La sage Bellinde eut tant de honte, oyant ce discours, de l’erreur de sa compagne, que combien qu’elle aymast Celion autant que quelque chose peut estre aymée, elle resolut toutesfois de rendre à ceste occasion une preuve non commune de ce qu’elle estoit. Et pour ce, se tournant vers elle, elle luy dit : A la verité, Amaranthe, je souffre une peine qui ne peut se dire de vous voir si transportée en ceste affection, car il semble que nostre sexe ne permette pas une si entiere authorité à l’amour.
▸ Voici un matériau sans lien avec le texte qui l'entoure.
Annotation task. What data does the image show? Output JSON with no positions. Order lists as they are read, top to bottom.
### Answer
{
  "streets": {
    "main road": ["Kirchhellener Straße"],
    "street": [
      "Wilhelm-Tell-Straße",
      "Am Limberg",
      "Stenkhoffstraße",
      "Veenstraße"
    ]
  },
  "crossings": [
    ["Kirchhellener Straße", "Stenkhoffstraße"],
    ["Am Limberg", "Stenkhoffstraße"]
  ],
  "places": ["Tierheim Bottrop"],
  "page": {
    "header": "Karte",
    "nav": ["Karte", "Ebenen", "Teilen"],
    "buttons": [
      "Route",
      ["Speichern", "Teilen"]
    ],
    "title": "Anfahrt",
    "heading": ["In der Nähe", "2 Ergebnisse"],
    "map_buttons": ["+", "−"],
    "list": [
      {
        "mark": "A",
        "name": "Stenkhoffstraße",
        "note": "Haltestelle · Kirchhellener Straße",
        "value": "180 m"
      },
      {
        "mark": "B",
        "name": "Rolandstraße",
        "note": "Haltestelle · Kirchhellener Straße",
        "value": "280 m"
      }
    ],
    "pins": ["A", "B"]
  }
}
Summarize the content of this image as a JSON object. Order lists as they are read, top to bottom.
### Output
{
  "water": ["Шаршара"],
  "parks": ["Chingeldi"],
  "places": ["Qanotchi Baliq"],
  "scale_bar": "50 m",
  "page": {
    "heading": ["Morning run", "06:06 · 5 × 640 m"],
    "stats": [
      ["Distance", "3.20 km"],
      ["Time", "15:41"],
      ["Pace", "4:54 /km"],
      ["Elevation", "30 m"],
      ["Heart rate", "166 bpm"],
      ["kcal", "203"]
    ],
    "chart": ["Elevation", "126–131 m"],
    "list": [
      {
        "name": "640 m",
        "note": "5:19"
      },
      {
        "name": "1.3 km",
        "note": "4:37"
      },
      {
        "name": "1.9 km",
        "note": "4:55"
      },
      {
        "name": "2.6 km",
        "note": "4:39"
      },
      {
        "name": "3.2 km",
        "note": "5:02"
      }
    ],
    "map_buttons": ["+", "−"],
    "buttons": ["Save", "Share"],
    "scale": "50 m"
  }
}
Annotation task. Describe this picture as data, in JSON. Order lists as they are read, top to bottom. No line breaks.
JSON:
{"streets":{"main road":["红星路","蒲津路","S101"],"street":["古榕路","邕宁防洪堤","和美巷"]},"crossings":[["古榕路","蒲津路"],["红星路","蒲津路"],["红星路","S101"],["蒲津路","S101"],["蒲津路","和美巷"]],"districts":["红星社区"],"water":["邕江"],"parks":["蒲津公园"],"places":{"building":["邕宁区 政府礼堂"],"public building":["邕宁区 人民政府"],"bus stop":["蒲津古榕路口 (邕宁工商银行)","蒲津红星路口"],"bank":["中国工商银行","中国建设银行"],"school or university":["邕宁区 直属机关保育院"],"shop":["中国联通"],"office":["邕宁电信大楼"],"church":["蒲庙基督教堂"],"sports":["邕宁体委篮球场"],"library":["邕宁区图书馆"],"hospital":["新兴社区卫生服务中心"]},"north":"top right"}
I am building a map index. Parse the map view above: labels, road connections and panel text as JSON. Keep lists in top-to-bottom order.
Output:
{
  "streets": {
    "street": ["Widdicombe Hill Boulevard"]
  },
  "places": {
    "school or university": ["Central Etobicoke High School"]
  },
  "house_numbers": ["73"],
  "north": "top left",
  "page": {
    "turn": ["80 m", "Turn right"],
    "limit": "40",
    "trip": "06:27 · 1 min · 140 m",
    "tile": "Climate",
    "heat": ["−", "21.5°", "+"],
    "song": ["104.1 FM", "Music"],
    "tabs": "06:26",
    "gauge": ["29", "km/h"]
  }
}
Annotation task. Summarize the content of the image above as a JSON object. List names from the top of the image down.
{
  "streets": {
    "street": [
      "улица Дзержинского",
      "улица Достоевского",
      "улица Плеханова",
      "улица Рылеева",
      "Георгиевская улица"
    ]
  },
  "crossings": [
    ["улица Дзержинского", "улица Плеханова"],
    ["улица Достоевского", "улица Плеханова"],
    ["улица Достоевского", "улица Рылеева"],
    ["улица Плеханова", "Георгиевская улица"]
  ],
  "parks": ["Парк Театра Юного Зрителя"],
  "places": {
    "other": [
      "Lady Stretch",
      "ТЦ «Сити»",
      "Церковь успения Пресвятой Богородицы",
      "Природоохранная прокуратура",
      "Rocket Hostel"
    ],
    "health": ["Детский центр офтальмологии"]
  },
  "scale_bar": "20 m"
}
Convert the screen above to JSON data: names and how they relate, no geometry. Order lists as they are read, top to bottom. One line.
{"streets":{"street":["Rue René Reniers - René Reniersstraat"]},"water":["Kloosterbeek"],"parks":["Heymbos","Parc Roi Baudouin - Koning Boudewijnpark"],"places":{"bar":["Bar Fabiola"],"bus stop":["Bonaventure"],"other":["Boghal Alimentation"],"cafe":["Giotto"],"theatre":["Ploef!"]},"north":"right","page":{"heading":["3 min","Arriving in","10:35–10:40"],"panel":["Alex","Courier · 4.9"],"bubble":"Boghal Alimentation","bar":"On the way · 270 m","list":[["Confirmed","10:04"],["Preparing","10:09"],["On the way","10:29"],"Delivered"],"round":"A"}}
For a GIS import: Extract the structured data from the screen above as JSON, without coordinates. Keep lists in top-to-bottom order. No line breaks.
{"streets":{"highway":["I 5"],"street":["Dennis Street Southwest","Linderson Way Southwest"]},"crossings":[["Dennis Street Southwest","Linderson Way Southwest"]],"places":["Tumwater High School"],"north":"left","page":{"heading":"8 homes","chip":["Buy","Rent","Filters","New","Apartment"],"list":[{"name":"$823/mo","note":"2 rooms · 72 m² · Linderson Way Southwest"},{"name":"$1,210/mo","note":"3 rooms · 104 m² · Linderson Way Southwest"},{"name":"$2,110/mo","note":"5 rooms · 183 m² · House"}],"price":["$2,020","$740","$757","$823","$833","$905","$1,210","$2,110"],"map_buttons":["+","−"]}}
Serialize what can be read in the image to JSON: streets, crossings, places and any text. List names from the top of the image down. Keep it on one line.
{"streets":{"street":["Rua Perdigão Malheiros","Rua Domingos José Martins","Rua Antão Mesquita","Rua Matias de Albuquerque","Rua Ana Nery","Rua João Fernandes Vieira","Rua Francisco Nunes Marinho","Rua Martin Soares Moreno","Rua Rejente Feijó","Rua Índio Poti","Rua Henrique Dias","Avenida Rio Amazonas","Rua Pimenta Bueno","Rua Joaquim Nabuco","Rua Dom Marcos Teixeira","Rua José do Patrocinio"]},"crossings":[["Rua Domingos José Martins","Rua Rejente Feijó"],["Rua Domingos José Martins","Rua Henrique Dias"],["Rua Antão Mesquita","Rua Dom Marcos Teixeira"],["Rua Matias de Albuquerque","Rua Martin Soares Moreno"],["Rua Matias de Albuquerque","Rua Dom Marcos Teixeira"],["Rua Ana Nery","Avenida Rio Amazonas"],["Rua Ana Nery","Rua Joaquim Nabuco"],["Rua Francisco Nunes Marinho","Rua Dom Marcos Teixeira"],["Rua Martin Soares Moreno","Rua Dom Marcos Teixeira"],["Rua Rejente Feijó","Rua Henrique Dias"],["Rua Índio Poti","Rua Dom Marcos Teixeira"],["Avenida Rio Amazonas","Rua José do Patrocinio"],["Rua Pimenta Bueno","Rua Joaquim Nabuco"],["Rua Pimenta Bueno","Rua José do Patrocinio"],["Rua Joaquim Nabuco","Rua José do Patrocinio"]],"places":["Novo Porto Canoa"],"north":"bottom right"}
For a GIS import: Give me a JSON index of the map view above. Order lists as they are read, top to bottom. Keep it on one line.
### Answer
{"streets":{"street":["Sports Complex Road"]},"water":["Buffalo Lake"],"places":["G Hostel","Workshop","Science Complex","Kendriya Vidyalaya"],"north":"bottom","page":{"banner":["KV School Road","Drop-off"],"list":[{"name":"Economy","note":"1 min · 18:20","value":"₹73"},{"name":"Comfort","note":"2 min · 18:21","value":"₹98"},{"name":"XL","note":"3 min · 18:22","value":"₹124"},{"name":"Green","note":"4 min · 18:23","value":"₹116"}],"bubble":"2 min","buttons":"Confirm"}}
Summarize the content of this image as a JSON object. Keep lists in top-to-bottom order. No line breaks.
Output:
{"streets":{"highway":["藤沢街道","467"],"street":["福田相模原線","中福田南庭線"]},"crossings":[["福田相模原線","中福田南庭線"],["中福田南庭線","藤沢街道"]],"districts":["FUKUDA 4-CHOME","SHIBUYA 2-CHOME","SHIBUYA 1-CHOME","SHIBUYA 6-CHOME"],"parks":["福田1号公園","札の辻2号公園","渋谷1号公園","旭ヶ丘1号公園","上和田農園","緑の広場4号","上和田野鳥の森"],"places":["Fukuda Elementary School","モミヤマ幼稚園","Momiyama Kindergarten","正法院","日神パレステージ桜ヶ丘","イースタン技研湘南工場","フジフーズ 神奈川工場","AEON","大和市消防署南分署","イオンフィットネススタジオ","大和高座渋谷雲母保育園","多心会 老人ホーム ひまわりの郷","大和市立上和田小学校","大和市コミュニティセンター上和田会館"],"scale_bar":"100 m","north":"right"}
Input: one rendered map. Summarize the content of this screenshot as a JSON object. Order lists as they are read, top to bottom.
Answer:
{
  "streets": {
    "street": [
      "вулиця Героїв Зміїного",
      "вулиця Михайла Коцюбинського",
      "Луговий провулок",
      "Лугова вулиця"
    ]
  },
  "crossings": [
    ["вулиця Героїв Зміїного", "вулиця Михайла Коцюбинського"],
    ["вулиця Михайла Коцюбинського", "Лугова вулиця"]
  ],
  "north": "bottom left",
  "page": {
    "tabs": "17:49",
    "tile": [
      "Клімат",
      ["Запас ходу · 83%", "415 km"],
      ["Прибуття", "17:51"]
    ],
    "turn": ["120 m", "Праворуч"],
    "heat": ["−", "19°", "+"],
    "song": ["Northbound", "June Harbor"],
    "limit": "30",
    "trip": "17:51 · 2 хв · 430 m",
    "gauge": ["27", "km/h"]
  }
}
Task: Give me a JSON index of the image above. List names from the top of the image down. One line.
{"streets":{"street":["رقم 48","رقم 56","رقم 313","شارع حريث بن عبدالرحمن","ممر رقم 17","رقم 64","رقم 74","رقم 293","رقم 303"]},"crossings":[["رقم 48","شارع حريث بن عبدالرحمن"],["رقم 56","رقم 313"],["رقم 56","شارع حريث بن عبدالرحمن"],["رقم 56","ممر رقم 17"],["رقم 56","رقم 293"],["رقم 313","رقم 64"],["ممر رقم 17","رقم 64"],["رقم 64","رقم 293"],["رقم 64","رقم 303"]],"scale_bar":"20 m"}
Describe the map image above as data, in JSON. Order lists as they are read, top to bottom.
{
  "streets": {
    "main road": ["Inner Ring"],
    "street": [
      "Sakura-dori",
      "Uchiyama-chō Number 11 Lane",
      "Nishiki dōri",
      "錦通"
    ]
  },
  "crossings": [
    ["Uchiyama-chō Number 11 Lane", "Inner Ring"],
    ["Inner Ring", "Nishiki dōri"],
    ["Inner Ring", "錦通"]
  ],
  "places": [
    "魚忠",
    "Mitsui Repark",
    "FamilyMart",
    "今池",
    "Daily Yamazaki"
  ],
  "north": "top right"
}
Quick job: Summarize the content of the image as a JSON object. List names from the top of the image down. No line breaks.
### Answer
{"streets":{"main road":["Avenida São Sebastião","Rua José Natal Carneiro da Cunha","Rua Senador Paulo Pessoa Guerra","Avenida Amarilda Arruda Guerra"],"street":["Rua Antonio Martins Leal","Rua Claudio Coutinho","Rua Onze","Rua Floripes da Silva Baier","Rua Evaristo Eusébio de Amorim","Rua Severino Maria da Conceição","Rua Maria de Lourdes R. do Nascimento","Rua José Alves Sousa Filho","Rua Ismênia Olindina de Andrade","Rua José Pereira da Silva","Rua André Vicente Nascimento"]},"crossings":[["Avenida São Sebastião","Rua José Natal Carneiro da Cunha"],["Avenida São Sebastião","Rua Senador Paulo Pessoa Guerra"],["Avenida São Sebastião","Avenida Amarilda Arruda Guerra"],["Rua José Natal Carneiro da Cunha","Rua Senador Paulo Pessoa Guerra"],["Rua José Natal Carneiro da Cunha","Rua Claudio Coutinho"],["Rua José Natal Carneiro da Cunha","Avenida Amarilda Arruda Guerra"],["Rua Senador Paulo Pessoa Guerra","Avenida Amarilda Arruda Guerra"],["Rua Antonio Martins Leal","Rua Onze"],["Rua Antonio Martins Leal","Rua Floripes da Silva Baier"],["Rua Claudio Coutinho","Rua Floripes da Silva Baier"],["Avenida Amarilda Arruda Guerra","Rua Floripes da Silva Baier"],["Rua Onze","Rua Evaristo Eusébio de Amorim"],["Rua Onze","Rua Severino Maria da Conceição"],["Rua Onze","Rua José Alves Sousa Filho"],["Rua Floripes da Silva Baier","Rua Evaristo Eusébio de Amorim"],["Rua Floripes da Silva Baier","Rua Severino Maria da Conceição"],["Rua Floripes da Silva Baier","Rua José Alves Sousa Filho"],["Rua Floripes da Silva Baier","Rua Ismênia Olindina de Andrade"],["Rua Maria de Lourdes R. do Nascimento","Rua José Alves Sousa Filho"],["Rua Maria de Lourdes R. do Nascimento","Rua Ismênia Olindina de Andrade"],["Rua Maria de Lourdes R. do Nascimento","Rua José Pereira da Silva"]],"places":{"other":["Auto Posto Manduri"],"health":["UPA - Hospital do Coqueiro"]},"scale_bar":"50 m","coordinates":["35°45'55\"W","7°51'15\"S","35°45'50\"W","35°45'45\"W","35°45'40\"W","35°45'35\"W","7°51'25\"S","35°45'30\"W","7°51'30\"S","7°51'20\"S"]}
Toutesfois puis que vous en estes en ces termes, je loue Dieu que vous vous soyez adressée en lieu où je puisse vous rendre tesmoignage de ce que je vous suis. J’ayme Celion, je ne le veux nier, autant que s’il estoit mon frere, mais je vous aime aussi comme ma sœur, et veux (car je sçay qu’il m’obeyra) qu’il vous ayme plus que moy. Reposez-vous en sur moy et resjouissez-vous seulement, veu que vous cognoistrez, lors que vous serez guerie, quelle est Bellinde envers vous.

Apres quelques autres semblables discours, la nuict contraignit Bellinde de se retirer, laissant Amaranthe avec tant de contentement qu’oubliant sa tristesse, en peu de jours elle recouvra sa premiere beauté.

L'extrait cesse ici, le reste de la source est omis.